▶ WHAT YOU ARE ASKED TO DO
Write every entry out again with no changes, and leave the images behind.

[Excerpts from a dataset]
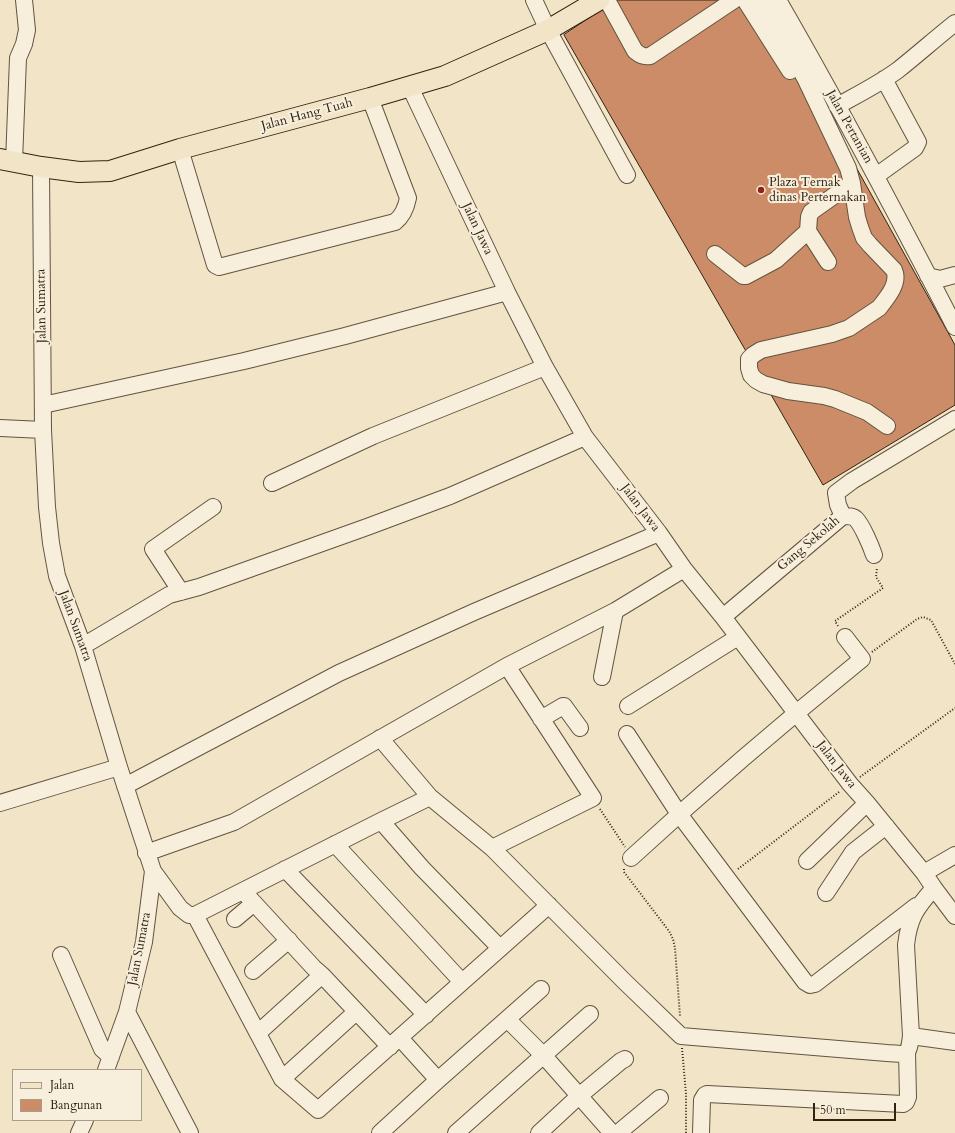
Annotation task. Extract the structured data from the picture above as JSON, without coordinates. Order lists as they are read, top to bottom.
{
  "streets": {
    "main road": ["Jalan Hang Tuah"],
    "street": [
      "Jalan Pertanian",
      "Jalan Jawa",
      "Jalan Sumatra",
      "Gang Sekolah"
    ]
  },
  "crossings": [
    ["Jalan Hang Tuah", "Jalan Jawa"],
    ["Jalan Hang Tuah", "Jalan Sumatra"],
    ["Jalan Jawa", "Gang Sekolah"]
  ],
  "places": ["Plaza Ternak dinas Perternakan"],
  "legend": ["Jalan", "Bangunan"],
  "scale_bar": "50 m"
}
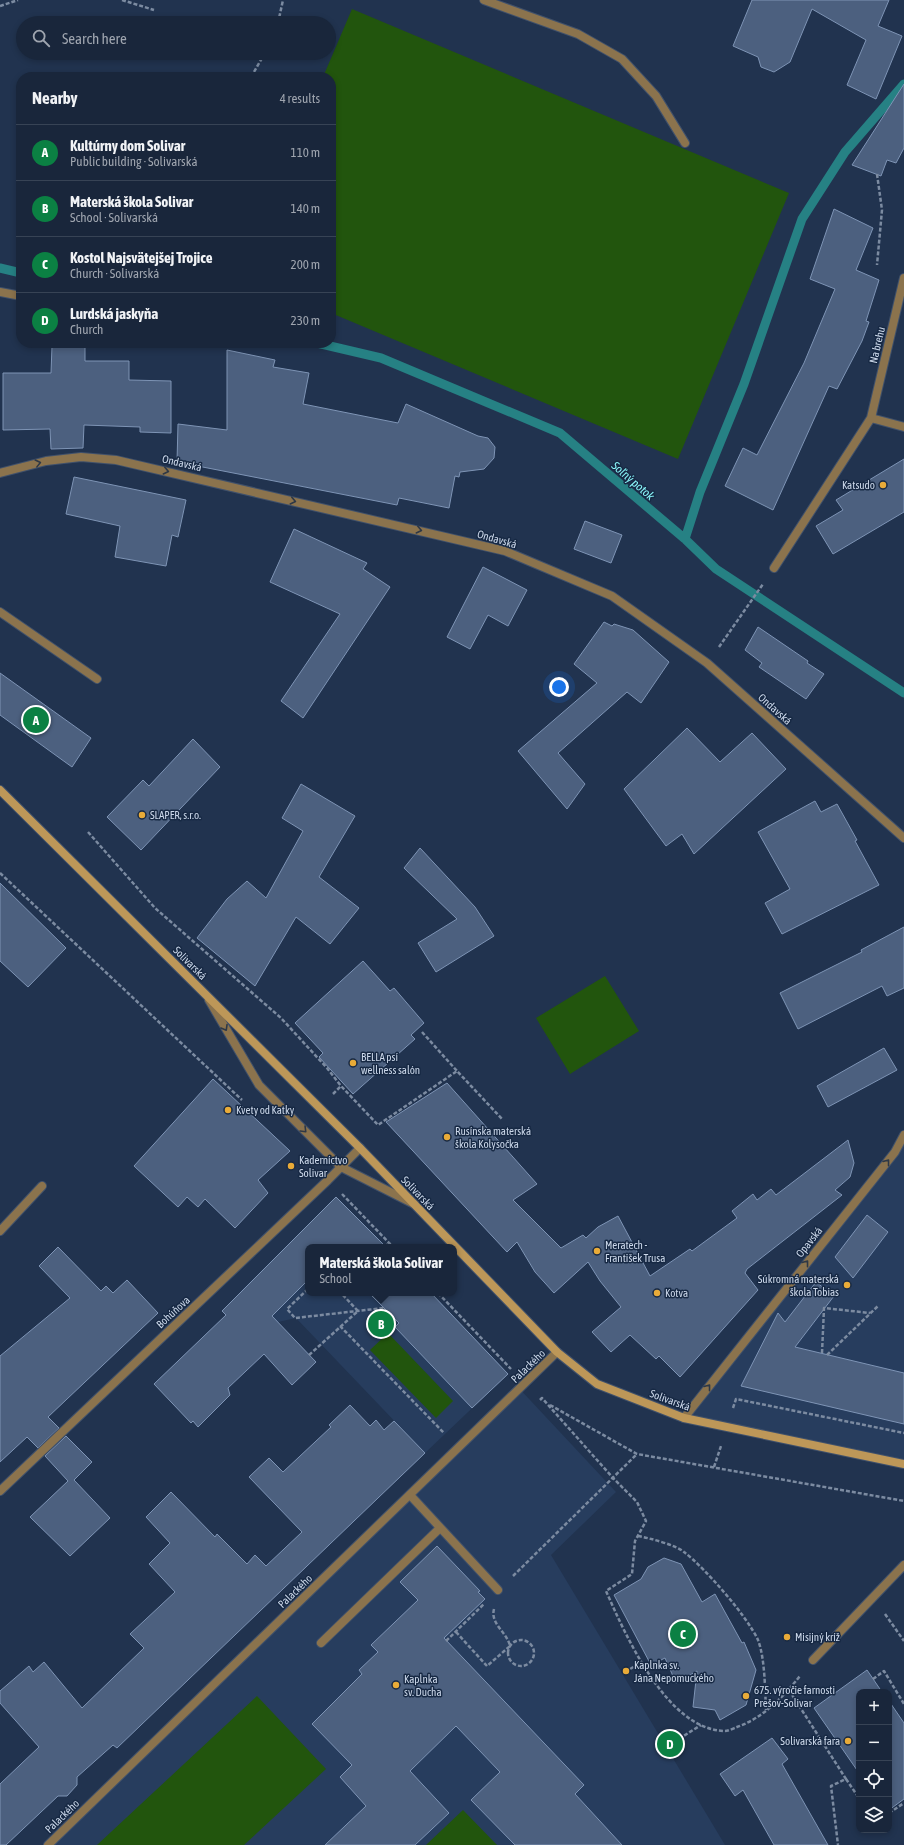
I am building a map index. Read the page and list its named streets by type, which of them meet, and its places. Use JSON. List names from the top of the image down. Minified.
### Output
{"streets":{"street":["Na brehu","Ondavská","Solivarská","Opavská","Bohúňova","Palackého"]},"crossings":[["Solivarská","Opavská"],["Solivarská","Bohúňova"],["Solivarská","Palackého"]],"one_way":["Ondavská","Opavská"],"water":["Soľný potok"],"places":["Katsudo","SLAPER, s.r.o.","BELLA psí wellness salón","Kvety od Katky","Rusínska materská škola Kolysočka","Kaderníctvo Solivar","Meratech - František Trusa","Súkromná materská škola Tobias","Kotva","Misijný kríž","Kaplnka sv. Jána Nepomuckého","Kaplnka sv. Ducha","675. výročie farnosti Prešov-Solivar","Solivarská fara"],"page":{"search":"Search here","heading":["Nearby","4 results"],"list":[{"mark":"A","name":"Kultúrny dom Solivar","note":"Public building · Solivarská","value":"110 m"},{"mark":"B","name":"Materská škola Solivar","note":"School · Solivarská","value":"140 m"},{"mark":"C","name":"Kostol Najsvätejšej Trojice","note":"Church · Solivarská","value":"200 m"},{"mark":"D","name":"Lurdská jaskyňa","note":"Church","value":"230 m"}],"pins":["A","B","C","D"],"popup":["Materská škola Solivar","School"],"map_buttons":["+","−"]}}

▶ TASK RESULT
Annotation task. Extract the structured data from the picture above as JSON, without coordinates. Order lists as they are read, top to bottom.
{
  "streets": {
    "main road": ["Jalan Hang Tuah"],
    "street": [
      "Jalan Pertanian",
      "Jalan Jawa",
      "Jalan Sumatra",
      "Gang Sekolah"
    ]
  },
  "crossings": [
    ["Jalan Hang Tuah", "Jalan Jawa"],
    ["Jalan Hang Tuah", "Jalan Sumatra"],
    ["Jalan Jawa", "Gang Sekolah"]
  ],
  "places": ["Plaza Ternak dinas Perternakan"],
  "legend": ["Jalan", "Bangunan"],
  "scale_bar": "50 m"
}
I am building a map index. Read the page and list its named streets by type, which of them meet, and its places. Use JSON. List names from the top of the image down. Minified.
### Output
{"streets":{"street":["Na brehu","Ondavská","Solivarská","Opavská","Bohúňova","Palackého"]},"crossings":[["Solivarská","Opavská"],["Solivarská","Bohúňova"],["Solivarská","Palackého"]],"one_way":["Ondavská","Opavská"],"water":["Soľný potok"],"places":["Katsudo","SLAPER, s.r.o.","BELLA psí wellness salón","Kvety od Katky","Rusínska materská škola Kolysočka","Kaderníctvo Solivar","Meratech - František Trusa","Súkromná materská škola Tobias","Kotva","Misijný kríž","Kaplnka sv. Jána Nepomuckého","Kaplnka sv. Ducha","675. výročie farnosti Prešov-Solivar","Solivarská fara"],"page":{"search":"Search here","heading":["Nearby","4 results"],"list":[{"mark":"A","name":"Kultúrny dom Solivar","note":"Public building · Solivarská","value":"110 m"},{"mark":"B","name":"Materská škola Solivar","note":"School · Solivarská","value":"140 m"},{"mark":"C","name":"Kostol Najsvätejšej Trojice","note":"Church · Solivarská","value":"200 m"},{"mark":"D","name":"Lurdská jaskyňa","note":"Church","value":"230 m"}],"pins":["A","B","C","D"],"popup":["Materská škola Solivar","School"],"map_buttons":["+","−"]}}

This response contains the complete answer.